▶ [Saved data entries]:
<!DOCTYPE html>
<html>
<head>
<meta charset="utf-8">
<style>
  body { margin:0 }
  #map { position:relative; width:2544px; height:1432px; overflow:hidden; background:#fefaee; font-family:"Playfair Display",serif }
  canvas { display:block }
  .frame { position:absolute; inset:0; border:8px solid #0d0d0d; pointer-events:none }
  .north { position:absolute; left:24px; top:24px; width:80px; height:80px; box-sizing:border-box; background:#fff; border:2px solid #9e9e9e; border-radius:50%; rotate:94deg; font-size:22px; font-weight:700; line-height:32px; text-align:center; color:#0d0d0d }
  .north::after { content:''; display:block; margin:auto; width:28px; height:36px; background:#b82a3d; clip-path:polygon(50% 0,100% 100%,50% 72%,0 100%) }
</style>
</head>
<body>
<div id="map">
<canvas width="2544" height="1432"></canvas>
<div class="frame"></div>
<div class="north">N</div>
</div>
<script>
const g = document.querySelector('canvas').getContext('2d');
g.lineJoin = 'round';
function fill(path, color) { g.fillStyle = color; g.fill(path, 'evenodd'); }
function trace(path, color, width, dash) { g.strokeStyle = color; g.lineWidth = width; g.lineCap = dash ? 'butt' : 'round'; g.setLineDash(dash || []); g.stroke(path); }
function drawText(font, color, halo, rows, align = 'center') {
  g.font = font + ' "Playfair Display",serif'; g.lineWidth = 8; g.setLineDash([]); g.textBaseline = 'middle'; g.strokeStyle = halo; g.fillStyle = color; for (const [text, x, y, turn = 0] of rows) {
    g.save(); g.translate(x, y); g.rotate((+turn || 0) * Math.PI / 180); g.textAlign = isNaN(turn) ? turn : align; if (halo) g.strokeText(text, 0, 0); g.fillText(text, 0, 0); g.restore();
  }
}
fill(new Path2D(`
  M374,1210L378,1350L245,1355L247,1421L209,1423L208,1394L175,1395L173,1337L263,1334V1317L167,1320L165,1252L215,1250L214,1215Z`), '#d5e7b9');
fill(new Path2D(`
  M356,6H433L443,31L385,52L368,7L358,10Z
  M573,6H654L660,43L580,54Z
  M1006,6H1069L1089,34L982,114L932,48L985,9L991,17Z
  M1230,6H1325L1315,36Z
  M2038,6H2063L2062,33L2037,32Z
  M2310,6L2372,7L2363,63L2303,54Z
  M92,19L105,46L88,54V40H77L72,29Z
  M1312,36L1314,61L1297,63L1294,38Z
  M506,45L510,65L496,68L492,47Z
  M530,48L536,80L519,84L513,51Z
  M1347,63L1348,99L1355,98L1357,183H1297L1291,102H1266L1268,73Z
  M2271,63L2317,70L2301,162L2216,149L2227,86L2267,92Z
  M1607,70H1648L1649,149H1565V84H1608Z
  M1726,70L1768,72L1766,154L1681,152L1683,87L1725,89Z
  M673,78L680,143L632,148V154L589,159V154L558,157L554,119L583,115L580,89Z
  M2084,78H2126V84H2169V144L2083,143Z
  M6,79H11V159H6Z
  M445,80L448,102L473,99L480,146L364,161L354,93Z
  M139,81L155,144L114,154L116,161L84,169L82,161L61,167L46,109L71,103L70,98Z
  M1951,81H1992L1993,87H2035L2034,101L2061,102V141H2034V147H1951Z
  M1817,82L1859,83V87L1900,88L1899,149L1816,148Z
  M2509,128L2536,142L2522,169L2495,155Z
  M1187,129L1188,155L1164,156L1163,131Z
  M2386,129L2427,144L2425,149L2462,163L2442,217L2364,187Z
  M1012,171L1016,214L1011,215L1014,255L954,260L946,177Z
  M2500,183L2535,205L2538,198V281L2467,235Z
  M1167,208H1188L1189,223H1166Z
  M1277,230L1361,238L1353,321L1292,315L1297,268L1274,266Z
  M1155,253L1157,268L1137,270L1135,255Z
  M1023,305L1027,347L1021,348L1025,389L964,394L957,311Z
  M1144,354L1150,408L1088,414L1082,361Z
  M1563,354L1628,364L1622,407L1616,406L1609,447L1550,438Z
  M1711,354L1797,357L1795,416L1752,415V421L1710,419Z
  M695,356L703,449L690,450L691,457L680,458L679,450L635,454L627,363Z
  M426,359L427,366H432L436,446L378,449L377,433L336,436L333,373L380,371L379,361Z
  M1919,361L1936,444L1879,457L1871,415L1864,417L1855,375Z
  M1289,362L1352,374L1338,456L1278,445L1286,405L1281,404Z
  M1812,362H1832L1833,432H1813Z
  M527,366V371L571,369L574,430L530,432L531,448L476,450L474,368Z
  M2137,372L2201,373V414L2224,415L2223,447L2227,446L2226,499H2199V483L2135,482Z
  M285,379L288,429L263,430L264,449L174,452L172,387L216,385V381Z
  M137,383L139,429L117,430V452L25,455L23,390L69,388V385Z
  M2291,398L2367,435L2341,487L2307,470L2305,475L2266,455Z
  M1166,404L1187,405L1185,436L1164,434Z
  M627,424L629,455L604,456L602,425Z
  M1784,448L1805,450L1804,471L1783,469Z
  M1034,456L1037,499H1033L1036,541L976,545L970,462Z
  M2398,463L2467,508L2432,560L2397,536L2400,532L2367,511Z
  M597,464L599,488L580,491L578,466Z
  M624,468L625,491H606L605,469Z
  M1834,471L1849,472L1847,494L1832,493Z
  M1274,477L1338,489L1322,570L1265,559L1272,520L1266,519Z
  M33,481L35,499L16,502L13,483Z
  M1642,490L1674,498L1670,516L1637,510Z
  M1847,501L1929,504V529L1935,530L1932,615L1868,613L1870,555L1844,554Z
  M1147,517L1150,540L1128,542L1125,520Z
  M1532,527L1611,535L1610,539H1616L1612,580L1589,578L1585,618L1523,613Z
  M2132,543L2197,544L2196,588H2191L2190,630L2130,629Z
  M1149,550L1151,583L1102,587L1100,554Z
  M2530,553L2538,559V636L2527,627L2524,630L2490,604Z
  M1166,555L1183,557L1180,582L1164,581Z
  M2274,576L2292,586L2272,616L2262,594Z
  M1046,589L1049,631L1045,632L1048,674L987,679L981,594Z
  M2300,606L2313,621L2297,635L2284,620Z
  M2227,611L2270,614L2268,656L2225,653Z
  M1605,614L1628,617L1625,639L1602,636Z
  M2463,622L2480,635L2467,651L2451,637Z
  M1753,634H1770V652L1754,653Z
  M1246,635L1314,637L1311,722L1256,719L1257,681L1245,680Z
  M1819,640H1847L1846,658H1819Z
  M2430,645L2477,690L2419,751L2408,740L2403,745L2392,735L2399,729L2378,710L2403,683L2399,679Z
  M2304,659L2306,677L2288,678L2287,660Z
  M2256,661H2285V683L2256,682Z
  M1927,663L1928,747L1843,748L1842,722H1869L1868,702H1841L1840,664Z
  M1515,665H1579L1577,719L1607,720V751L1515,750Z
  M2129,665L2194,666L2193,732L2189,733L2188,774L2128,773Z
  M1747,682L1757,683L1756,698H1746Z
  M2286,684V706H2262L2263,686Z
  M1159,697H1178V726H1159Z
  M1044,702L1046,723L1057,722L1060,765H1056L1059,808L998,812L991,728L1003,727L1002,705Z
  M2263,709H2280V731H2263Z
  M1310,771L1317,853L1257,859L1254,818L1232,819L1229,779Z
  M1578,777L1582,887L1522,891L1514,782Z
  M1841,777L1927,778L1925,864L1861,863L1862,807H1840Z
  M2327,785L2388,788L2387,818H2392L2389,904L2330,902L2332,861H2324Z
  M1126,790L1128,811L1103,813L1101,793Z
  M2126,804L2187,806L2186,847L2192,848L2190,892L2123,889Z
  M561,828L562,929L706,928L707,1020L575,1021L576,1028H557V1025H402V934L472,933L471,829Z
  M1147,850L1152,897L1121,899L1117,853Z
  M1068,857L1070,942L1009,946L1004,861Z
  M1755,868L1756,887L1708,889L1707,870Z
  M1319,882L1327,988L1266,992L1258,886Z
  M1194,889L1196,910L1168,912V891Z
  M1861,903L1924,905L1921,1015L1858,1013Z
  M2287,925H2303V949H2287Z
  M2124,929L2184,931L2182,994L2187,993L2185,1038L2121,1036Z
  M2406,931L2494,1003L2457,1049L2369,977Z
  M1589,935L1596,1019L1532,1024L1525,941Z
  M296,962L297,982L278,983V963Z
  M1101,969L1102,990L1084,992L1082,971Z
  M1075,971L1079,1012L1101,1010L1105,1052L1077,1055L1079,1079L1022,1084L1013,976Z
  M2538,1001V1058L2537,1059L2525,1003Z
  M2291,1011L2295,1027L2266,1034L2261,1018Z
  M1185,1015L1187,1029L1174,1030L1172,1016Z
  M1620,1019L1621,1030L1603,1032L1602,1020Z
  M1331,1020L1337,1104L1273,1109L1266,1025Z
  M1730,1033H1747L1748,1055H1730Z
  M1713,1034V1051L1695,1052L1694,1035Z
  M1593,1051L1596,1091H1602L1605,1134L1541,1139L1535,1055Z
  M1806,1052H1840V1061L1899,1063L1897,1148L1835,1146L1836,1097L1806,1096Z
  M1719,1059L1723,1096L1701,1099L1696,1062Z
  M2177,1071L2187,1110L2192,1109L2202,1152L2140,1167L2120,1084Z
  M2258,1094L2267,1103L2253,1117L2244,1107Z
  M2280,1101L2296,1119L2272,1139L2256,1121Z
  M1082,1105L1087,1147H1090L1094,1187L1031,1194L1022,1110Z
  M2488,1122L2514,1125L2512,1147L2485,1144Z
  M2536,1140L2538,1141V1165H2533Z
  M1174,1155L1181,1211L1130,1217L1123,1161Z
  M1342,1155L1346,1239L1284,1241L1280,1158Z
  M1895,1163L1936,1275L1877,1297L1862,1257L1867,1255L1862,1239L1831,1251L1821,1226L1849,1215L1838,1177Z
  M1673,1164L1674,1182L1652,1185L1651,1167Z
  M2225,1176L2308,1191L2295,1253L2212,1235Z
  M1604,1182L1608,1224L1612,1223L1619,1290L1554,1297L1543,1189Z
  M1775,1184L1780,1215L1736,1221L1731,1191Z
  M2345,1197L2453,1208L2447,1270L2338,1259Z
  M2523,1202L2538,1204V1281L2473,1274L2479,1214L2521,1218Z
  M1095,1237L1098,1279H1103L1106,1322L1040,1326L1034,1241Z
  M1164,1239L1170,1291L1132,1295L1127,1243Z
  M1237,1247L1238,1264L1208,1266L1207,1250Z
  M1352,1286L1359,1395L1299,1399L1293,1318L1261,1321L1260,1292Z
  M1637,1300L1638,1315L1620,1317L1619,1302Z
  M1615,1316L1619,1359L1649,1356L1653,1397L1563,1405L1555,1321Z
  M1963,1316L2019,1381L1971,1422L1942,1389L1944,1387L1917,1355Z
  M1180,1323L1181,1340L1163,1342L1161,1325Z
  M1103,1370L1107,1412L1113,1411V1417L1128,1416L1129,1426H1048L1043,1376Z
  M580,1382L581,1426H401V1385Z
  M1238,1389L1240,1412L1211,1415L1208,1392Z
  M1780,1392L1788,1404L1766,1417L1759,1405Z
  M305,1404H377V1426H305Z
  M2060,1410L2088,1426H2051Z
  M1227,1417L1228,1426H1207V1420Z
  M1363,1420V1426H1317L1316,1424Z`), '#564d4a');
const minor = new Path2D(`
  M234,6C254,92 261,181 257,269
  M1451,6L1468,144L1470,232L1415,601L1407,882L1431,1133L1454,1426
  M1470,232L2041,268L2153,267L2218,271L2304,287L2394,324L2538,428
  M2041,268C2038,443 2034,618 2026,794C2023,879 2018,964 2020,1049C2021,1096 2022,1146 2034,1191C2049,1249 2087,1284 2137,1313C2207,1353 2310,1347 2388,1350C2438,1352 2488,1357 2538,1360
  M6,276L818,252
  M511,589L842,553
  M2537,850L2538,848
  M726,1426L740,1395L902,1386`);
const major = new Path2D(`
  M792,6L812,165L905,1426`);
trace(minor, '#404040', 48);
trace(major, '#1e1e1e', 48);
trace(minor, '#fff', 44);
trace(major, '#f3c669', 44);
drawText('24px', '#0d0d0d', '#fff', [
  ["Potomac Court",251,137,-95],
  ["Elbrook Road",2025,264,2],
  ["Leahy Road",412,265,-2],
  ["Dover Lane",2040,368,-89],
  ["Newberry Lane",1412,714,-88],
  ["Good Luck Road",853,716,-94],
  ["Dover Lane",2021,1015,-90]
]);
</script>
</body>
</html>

▶ [REQUIRED ACTION]: Show a copy of each line from the records above in which the string "setLineDash" occurs.

▶ [WRITTEN SOLUTION]:
function trace(path, color, width, dash) { g.strokeStyle = color; g.lineWidth = width; g.lineCap = dash ? 'butt' : 'round'; g.setLineDash(dash || []); g.stroke(path); }
  g.font = font + ' "Playfair Display",serif'; g.lineWidth = 8; g.setLineDash([]); g.textBaseline = 'middle'; g.strokeStyle = halo; g.fillStyle = color; for (const [text, x, y, turn = 0] of rows) {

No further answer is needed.